4

Conjecture

If we have two consecutive prime numbers $p_{n}$ and $p_{n+1}$, and another arbitrary prime number $p_a$ such that $p_{n} < p_{n+1} < p^2_{a}$, then it follows that $p_{n+1} - p_{n} < p_{a} $.

Are there any known counter examples or reasons for this being true?

What is the name of this property or a similar one with respect to general sequences, (not necessarily the sequence of primes)?

Brad Graham
  • 1,171
  • 2
    $p_n=113$, $p_{n+1}=127$, $p_a=13$ is a counterexample and my gut feeling tells me there wouldn't be any others. The Wikipedia entry on prime gaps provides quite a few conjectures, some of which are stronger than this one. – Peter Košinár Feb 24 '14 at 16:36
  • Are you familiar with Opperman's Conjecture on prime gaps, and related results?
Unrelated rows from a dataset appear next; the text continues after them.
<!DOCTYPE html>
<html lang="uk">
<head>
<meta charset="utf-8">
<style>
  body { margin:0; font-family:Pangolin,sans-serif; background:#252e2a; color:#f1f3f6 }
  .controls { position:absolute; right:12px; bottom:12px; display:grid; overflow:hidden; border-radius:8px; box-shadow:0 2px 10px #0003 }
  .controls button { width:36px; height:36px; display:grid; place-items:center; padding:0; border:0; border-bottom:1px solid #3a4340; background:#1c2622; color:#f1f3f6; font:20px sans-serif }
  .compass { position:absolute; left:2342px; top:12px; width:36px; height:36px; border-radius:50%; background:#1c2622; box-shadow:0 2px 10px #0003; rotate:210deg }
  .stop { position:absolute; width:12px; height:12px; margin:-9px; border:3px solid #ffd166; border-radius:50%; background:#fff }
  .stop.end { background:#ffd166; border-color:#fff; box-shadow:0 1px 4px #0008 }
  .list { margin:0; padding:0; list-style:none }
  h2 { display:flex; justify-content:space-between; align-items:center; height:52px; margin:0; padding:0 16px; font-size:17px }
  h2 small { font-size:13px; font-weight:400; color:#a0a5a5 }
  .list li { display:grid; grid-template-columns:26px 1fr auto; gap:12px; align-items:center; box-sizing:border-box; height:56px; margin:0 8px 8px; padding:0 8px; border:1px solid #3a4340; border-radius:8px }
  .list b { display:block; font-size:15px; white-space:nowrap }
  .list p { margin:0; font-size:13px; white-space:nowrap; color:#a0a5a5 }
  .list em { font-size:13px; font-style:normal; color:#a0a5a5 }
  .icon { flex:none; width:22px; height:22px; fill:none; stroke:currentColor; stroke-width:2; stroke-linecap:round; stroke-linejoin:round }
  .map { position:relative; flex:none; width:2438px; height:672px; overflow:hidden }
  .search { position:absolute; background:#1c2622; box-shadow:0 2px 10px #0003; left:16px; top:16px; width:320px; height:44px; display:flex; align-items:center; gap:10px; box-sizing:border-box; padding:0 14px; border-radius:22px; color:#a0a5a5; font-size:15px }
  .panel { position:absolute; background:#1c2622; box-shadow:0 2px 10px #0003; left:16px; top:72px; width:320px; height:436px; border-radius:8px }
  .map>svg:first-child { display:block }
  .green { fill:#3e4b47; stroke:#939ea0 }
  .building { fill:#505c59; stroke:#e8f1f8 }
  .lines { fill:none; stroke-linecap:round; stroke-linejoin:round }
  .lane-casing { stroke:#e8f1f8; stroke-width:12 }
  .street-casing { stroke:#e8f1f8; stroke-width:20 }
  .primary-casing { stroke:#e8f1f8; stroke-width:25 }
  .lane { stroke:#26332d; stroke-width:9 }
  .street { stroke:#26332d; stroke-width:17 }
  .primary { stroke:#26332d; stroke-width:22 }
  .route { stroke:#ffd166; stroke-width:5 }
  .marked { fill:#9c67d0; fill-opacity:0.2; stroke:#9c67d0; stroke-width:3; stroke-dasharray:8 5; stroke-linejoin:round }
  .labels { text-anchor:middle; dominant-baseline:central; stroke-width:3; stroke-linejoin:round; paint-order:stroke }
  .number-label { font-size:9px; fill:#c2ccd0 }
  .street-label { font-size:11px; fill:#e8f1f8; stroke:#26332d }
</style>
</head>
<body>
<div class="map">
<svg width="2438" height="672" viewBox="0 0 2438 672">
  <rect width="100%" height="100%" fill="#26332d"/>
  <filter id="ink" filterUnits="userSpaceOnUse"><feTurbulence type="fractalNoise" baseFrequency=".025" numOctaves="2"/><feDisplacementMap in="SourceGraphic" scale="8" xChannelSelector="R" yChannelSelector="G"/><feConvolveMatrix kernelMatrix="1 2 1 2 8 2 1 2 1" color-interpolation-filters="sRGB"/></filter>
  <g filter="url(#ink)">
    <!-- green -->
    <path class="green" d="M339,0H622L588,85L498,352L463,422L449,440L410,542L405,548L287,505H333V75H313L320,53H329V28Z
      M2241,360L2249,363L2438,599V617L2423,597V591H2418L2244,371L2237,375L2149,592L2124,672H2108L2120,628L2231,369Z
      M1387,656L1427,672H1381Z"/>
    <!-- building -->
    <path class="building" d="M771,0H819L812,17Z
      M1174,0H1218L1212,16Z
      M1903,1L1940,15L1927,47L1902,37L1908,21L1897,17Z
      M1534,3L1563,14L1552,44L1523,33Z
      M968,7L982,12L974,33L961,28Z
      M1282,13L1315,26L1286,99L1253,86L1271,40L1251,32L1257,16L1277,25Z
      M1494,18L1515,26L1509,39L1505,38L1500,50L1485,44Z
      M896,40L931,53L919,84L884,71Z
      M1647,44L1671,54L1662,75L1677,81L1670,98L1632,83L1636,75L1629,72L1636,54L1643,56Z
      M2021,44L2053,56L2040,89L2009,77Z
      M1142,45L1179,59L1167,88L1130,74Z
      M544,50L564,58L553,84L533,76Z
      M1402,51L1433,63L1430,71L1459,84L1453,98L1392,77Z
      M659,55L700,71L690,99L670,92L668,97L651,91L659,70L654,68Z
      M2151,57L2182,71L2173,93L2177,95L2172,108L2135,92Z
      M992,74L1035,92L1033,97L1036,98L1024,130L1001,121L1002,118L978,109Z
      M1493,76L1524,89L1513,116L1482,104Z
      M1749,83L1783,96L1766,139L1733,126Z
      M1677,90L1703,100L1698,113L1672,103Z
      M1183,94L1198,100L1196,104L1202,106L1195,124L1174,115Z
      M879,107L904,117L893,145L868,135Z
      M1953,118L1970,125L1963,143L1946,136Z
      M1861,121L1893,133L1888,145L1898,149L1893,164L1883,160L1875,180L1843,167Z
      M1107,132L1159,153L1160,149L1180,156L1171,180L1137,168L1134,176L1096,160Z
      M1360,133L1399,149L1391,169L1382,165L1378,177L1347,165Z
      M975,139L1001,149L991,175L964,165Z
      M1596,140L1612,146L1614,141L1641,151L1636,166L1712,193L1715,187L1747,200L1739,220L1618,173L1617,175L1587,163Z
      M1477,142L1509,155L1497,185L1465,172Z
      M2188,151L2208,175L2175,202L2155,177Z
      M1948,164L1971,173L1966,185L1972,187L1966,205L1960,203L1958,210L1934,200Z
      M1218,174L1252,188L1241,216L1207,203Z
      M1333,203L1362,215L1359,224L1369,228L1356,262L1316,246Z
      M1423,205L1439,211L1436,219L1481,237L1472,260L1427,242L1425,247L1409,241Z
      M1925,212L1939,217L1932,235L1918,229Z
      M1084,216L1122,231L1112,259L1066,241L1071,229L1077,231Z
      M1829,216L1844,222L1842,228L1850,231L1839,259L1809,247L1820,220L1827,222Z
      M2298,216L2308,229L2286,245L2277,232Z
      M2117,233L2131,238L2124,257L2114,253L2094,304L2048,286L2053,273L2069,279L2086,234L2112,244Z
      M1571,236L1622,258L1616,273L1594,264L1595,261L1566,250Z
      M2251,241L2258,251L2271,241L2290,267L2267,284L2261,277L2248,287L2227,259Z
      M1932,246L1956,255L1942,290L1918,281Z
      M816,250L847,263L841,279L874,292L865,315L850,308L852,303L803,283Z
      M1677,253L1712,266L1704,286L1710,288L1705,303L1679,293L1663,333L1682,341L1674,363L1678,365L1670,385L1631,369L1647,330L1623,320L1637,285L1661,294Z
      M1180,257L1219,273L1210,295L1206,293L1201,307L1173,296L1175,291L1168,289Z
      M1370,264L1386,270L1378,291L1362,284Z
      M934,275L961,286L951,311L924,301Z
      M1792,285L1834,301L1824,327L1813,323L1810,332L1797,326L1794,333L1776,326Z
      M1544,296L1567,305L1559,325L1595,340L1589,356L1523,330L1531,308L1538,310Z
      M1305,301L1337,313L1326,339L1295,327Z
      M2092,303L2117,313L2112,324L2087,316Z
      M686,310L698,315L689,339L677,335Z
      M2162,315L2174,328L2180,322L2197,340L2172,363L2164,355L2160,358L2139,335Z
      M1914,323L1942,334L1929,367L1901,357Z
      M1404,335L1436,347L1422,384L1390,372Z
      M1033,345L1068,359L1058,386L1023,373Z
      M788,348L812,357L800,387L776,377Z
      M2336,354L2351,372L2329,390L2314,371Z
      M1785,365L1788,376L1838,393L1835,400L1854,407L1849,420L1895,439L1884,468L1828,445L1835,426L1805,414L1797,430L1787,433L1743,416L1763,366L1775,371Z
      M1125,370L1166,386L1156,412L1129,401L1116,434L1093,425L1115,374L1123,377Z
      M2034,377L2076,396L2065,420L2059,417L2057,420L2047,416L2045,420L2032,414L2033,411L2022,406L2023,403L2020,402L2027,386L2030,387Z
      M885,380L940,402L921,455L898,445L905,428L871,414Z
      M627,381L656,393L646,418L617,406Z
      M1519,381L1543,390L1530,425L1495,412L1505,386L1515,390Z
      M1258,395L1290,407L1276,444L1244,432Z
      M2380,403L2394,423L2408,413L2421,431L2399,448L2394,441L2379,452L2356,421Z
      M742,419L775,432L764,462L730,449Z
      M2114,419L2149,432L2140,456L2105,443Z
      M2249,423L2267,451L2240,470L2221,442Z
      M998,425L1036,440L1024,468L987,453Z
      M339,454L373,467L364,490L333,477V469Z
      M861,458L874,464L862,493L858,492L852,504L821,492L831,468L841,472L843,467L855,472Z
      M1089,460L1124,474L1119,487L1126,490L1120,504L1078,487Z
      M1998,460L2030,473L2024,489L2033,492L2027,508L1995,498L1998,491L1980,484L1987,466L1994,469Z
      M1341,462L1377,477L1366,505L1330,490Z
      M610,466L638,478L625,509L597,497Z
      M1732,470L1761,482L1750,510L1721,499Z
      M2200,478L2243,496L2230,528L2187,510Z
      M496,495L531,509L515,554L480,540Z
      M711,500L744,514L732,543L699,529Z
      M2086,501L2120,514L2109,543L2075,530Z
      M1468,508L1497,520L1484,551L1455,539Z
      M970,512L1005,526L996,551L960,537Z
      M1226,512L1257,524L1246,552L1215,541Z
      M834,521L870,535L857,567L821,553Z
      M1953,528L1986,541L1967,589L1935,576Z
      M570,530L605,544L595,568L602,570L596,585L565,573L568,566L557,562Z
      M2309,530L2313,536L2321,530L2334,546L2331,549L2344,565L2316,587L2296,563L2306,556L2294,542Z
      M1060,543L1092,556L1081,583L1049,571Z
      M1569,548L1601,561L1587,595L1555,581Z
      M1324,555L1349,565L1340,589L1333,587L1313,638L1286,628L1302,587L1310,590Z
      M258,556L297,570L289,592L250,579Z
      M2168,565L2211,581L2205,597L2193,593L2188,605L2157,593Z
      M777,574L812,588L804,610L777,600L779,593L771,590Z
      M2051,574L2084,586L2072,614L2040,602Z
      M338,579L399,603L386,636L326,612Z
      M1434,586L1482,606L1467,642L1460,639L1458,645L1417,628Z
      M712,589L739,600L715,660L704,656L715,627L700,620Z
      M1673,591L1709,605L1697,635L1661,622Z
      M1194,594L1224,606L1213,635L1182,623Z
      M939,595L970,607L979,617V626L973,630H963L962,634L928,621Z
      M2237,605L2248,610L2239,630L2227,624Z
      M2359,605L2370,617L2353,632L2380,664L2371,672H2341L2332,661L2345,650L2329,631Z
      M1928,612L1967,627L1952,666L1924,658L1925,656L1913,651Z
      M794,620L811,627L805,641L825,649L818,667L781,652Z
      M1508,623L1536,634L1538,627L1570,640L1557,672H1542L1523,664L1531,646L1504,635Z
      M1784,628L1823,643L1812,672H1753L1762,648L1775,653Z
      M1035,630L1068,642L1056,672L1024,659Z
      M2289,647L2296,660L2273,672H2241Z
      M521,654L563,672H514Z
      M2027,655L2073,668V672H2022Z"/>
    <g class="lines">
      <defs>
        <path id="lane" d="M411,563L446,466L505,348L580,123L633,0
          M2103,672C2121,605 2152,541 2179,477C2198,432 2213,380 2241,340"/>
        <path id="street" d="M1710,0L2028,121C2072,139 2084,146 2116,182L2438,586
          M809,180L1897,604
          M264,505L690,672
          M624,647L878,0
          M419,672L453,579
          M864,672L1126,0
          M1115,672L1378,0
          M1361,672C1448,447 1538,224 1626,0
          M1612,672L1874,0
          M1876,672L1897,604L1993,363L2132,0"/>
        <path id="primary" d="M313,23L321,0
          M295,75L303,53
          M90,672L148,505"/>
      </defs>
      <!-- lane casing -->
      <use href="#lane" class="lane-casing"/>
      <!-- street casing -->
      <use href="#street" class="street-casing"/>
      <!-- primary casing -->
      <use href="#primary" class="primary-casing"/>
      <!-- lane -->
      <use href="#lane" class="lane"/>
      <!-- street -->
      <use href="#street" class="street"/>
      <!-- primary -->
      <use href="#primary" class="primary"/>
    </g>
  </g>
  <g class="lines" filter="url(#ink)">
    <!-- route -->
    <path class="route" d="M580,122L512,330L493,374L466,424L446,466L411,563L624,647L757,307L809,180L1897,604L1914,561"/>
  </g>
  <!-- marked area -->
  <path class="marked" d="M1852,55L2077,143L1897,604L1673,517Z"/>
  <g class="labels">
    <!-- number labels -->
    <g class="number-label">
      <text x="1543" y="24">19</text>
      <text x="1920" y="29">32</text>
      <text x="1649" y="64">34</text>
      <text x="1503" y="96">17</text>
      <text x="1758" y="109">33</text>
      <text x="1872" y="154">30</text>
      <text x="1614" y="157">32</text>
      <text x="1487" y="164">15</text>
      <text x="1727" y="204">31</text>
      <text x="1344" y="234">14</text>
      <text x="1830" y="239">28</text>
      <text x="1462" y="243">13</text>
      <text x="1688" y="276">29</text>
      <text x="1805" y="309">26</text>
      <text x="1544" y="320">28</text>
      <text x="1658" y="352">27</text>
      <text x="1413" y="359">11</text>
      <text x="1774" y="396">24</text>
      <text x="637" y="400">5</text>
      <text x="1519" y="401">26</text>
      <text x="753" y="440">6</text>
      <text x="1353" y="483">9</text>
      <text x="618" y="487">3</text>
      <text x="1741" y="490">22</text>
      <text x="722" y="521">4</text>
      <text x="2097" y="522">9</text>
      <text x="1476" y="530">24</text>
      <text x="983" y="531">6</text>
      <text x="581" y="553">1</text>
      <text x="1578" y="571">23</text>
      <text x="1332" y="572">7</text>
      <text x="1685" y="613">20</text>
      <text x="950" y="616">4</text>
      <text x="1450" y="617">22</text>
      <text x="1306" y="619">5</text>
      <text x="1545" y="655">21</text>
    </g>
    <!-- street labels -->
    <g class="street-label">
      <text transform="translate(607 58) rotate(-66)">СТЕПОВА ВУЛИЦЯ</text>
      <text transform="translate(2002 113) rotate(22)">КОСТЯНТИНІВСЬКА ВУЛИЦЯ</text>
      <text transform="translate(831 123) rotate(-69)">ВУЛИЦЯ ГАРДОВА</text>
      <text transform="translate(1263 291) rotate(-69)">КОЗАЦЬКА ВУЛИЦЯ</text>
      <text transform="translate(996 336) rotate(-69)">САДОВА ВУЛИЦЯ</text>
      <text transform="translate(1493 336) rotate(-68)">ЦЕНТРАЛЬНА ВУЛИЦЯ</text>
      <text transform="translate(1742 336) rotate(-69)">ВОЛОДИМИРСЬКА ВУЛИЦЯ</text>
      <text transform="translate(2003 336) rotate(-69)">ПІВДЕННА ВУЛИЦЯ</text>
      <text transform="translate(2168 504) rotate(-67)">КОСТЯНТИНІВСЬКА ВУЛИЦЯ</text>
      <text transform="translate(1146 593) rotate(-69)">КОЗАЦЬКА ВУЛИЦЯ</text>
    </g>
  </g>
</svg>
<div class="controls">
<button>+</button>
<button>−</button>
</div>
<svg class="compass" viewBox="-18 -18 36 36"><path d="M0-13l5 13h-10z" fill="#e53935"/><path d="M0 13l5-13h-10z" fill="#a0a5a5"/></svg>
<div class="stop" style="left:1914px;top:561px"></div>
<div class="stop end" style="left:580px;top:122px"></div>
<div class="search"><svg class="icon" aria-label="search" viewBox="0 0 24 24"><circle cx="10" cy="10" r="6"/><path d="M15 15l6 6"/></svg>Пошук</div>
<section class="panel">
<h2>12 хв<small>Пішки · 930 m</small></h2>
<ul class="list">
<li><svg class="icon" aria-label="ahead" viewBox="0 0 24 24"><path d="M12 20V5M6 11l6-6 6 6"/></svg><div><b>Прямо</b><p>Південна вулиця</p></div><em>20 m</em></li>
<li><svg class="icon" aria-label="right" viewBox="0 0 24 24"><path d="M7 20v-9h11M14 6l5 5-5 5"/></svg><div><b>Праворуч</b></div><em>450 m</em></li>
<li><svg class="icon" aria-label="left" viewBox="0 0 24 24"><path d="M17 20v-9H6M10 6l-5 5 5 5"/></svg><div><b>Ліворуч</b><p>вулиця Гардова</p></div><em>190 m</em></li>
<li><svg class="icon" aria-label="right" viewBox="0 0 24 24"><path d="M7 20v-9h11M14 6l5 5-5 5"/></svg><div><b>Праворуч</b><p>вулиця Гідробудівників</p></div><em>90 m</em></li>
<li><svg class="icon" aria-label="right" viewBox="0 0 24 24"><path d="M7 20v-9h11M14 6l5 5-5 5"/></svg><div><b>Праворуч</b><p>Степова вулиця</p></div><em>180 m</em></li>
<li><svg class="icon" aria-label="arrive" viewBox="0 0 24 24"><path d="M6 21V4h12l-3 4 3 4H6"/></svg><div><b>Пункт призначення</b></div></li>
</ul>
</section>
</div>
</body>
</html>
See also this question. – Bill Dubuque Feb 24 '14 at 16:48
  • No not really, I tend to "explore" without following reference material, but I probably should. So thanks for giving me a target topic to get up to grasp with. Thanks for the counter example Peter, 13 seems to be my unlucky number as it was also a counter example to another belief I had: link. PS. that was my question Bill! – Brad Graham Feb 24 '14 at 18:09

1 Answers1

2

Probably the only counterexample is (113, 127, 13) as pointed out by Peter Košinár. Such a gap would be larger than the square root of $p_{n+1}$ and so it is easy to check that there are no examples with $p_n<4\cdot10^{18}$ using existing tables of maximal prime gaps. If there is another example it must be a gap at least 46 million times the length of the average gap of at its size.